You should dive a little deeper into the details here and notice a few key points.

1. The serial scheduler took 4 seconds to compute because it could not parallelize any of the operations.
2. The multi-threaded scheduler took as lock to compute as the serial scheduler!  Why?
3. The multi-processing scheduler was able to parallelize the `add` and `sub` calls because they are obviously independent.
4. The multi-processing scheduler should have an obversably larger latency when compared to the multi-threaded scheduler.

## So, why didn't the multi-threading example parallelize the code?

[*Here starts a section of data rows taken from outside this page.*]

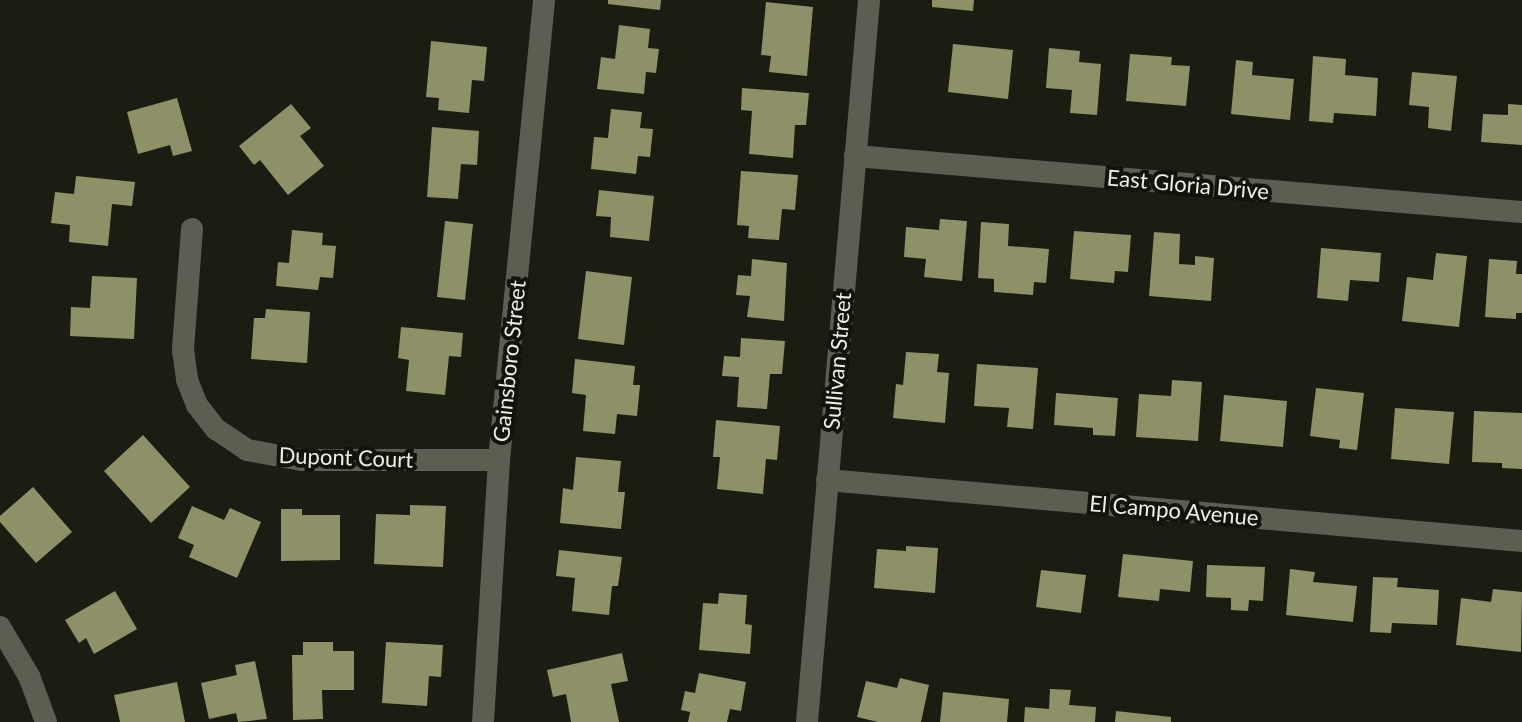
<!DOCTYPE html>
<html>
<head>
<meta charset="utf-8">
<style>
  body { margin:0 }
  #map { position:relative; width:1522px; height:722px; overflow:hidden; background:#1c1d12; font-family:Lato,sans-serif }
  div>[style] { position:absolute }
  .building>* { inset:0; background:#8e9168 }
  .minor>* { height:22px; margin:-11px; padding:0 11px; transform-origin:11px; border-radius:11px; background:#5d5e51 }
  span { translate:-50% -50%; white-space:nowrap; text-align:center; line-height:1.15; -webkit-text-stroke:8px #131409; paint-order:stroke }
  .street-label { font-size:22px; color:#edeee6 }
</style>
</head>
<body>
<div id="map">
  <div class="building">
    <i style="clip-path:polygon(608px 0,661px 0,660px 10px,608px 4px)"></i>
    <i style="clip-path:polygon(932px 0,974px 0,973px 11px,932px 7px)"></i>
    <i style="clip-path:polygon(766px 2px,813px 7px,807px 76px,769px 72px,771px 56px,761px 55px)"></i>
    <i style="clip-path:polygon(619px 25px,650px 29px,648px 48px,659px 49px,656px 73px,646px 72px,644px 94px,597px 89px,601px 57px,615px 59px)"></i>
    <i style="clip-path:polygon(431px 41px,487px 47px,484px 81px,472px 80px,469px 113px,438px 110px,439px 98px,426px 97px)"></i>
    <i style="clip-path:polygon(953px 44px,1013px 50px,1008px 99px,948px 92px)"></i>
    <i style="clip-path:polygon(1049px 48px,1080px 51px,1079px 62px,1101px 64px,1097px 115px,1070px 113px,1072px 90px,1046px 88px)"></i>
    <i style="clip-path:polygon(1130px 54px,1172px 57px,1171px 65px,1190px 66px,1186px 106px,1126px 101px)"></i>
    <i style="clip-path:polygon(1313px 56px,1346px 59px,1345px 75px,1378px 78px,1376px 116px,1334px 113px,1333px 123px,1309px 121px)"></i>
    <i style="clip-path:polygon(1236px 60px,1253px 62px,1252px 75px,1294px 79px,1290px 120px,1231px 114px)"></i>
    <i style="clip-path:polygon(1412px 72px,1457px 76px,1451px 131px,1428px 128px,1429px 107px,1409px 105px)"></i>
    <i style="clip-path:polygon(742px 88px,809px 93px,806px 125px,795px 125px,793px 158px,749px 154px,752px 111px,741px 110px)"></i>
    <i style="clip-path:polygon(177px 98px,192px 151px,173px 156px,170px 145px,138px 154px,127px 112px)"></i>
    <i style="clip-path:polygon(291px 104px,311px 128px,300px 136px,324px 166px,288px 195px,260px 160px,254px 165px,239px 146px)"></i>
    <i style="clip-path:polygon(1508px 104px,1522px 105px,1522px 145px,1481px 142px,1483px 114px,1508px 115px)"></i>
    <i style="clip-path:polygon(611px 109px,642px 112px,640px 128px,653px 129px,650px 157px,638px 156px,636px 174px,591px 169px,594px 137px,608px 138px)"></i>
    <i style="clip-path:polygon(432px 127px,479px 131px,477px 165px,461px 164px,458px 199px,427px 197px)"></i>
    <i style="clip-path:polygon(741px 171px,798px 175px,795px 210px,782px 209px,779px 240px,748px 238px,749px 226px,737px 225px)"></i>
    <i style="clip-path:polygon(76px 176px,135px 182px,132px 206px,112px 204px,108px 246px,69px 242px,70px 225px,51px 223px,55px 192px,74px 194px)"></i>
    <i style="clip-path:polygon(599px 190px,654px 196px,649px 241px,610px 237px,611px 217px,596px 216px)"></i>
    <i style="clip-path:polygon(940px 219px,967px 221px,962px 281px,924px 277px,926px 259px,904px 257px,906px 227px,939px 230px)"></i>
    <i style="clip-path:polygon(445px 221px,473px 224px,465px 300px,437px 297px)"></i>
    <i style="clip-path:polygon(981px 222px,1009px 224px,1008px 246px,1049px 249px,1046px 283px,1034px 282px,1033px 295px,994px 292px,994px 279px,978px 278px)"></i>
    <i style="clip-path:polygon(292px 230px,323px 233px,322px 245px,336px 246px,333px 278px,320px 277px,318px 290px,276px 286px,278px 262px,289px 263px)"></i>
    <i style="clip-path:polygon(1074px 231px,1131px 235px,1128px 272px,1115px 271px,1114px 283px,1070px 279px)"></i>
    <i style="clip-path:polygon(1154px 232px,1180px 234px,1179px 264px,1195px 265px,1195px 256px,1214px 258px,1211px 301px,1149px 296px)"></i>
    <i style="clip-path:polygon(1321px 248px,1381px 253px,1379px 282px,1350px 280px,1348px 301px,1317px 298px)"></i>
    <i style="clip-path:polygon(1436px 253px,1467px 256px,1459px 327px,1402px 321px,1407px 277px,1433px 280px)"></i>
    <i style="clip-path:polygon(752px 259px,787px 263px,784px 321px,747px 317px,750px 296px,736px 295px,738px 275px,751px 276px)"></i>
    <i style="clip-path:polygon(1489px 259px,1517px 261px,1516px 274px,1522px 274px,1522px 313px,1516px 313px,1516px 319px,1485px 317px)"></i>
    <i style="clip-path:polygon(586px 271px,632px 277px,624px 345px,578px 339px)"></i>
    <i style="clip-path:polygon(92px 276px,137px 278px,134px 339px,70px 336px,71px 307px,90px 308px)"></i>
    <i style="clip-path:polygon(266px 309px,310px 312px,307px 363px,251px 359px,254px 318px,265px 318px)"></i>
    <i style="clip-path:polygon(401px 327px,463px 333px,461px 357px,449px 356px,445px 395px,406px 391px,409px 360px,398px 358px)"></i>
    <i style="clip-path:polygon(741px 338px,785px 341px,782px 374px,770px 374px,767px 409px,737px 407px,739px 377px,722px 376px,724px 356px,740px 357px)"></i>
    <i style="clip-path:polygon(906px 352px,939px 354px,937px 372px,949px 373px,945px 423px,893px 418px,896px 384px,903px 385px)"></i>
    <i style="clip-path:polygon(575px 359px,635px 366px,633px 385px,640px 385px,637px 416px,617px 414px,615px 434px,583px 431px,586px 395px,572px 393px)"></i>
    <i style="clip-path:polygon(977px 364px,1038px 368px,1033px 429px,1007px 427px,1009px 408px,974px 406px)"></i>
    <i style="clip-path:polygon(1172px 380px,1202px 382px,1198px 441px,1136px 437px,1139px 394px,1171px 396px)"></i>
    <i style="clip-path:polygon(1316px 388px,1364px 393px,1357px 450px,1339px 448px,1340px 440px,1310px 436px)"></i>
    <i style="clip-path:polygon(1056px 393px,1118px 398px,1115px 436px,1093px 435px,1093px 428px,1054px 425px)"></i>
    <i style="clip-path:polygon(1224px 395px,1287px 401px,1283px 447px,1220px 441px)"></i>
    <i style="clip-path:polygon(1395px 408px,1454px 412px,1449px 464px,1391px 459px)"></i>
    <i style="clip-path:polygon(1474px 411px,1522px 413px,1522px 469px,1502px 468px,1502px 463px,1472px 462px)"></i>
    <i style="clip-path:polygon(716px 420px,780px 426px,777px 460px,766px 459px,763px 494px,717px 489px,720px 457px,713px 457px)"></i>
    <i style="clip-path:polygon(143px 435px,190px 487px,151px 523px,104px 471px)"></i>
    <i style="clip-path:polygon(576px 457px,621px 461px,618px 492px,625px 492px,621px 529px,560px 523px,563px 488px,573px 490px)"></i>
    <i style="clip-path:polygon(33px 487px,72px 532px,36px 563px,0 522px,0 516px)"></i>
    <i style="clip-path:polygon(410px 505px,446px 506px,443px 567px,374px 564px,376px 514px,410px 515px)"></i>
    <i style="clip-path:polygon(192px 506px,224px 520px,230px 508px,261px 522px,237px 578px,189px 557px,194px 545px,178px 538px)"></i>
    <i style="clip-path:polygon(281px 509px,302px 509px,302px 515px,340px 515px,340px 560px,281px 561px)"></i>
    <i style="clip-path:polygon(906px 546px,938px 548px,935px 593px,874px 588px,877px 549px,906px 551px)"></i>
    <i style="clip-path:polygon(559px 550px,622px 557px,618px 586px,612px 586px,609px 615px,572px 611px,575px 578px,556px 576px)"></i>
    <i style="clip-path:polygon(1123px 554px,1193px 561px,1190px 592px,1160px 589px,1159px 601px,1118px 597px)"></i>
    <i style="clip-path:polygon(1207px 565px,1265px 567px,1263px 601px,1249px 600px,1248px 611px,1231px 610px,1231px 598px,1206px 597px)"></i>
    <i style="clip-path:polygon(1290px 569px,1315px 572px,1313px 582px,1357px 586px,1353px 622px,1286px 615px)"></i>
    <i style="clip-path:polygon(1041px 570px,1086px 575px,1081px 613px,1036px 607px)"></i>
    <i style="clip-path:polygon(1373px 577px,1398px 578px,1397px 587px,1439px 590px,1437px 625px,1392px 623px,1391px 633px,1370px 632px)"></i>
    <i style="clip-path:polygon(1493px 589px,1522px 592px,1521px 652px,1456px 645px,1461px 598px,1491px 602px)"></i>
    <i style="clip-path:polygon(115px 591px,137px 629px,94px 654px,86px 638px,79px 643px,65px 620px)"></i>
    <i style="clip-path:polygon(719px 593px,747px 595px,745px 624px,752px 625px,750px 654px,699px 650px,703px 603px,718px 604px)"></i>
    <i style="clip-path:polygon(303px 642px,333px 642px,333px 651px,354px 651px,354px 690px,322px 690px,323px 719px,293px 720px,292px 655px,303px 655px)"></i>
    <i style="clip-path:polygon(386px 642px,443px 645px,441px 677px,429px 676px,427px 706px,382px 703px)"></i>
    <i style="clip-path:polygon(622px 653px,628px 681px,611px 684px,619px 722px,571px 722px,566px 694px,553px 697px,547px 670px)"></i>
    <i style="clip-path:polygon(255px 661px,267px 719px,238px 722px,236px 713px,209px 719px,201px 683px,237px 675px,235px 665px)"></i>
    <i style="clip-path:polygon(699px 673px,746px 682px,741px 711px,730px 709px,727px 722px,688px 722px,690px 712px,681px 710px,685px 691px,695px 693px)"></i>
    <i style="clip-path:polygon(900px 678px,929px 685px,921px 722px,878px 722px,857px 717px,866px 681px,897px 688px)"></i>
    <i style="clip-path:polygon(177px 682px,185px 722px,120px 722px,114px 695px)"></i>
    <i style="clip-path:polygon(1050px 689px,1071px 690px,1069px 705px,1096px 707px,1095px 722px,1024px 722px,1025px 707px,1049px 709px)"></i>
    <i style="clip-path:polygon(943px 692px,1009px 699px,1007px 722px,940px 722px)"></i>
    <i style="clip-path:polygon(1116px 711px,1171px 717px,1171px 722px,1115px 722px)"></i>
  </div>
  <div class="minor">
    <i style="left:855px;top:156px;width:669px;rotate:4.8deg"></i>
    <i style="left:192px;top:229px;width:121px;rotate:94.3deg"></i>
    <i style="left:183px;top:350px;width:30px;rotate:82deg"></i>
    <i style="left:187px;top:380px;width:27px;rotate:68deg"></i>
    <i style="left:197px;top:405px;width:31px;rotate:52deg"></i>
    <i style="left:216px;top:429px;width:37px;rotate:34deg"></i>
    <i style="left:247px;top:450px;width:56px;rotate:10.3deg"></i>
    <i style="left:302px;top:460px;width:197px"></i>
    <i style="left:827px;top:480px;width:698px;rotate:5.02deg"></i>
    <i style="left:0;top:627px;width:57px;rotate:59.4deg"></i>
    <i style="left:29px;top:676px;width:49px;rotate:69.7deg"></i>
    <i style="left:483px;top:722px;width:262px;rotate:-86.5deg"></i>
    <i style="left:499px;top:460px;width:462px;rotate:-84.4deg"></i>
    <i style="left:807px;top:722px;width:725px;rotate:-85.09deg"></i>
  </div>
  <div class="street-label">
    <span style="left:1188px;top:184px;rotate:5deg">East Gloria Drive</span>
    <span style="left:509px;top:361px;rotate:-84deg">Gainsboro Street</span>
    <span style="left:837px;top:361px;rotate:-85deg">Sullivan Street</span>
    <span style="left:346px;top:457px;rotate:2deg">Dupont Court</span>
    <span style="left:1174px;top:510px;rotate:5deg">El Campo Avenue</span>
  </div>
</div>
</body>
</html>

Take a look at the `sleep` function in the `sleeplock` module.  What is it doing?

In [None]:
# %load sleeplock.py
import time
from threading import Lock
lock = Lock()

def sleep(n):
    lock.acquire()
    time.sleep(n)
    lock.release()


This is an example of what happens when multiple threads compete for the same resource (e.g., memory).  Python is *not thread-safe*, in general.  But it *can be* thread-safe, with the help of the Python **Global Interpreter Lock (GIL)**.  

The GIL prevents different threads from corrupting the same memory by *locking* the memory object while one thread writes to it, preventing all other threads from writing to that memory until the lock is released.

#### NOTE: Be careful with multi-threading and pay close attention to the Python GIL!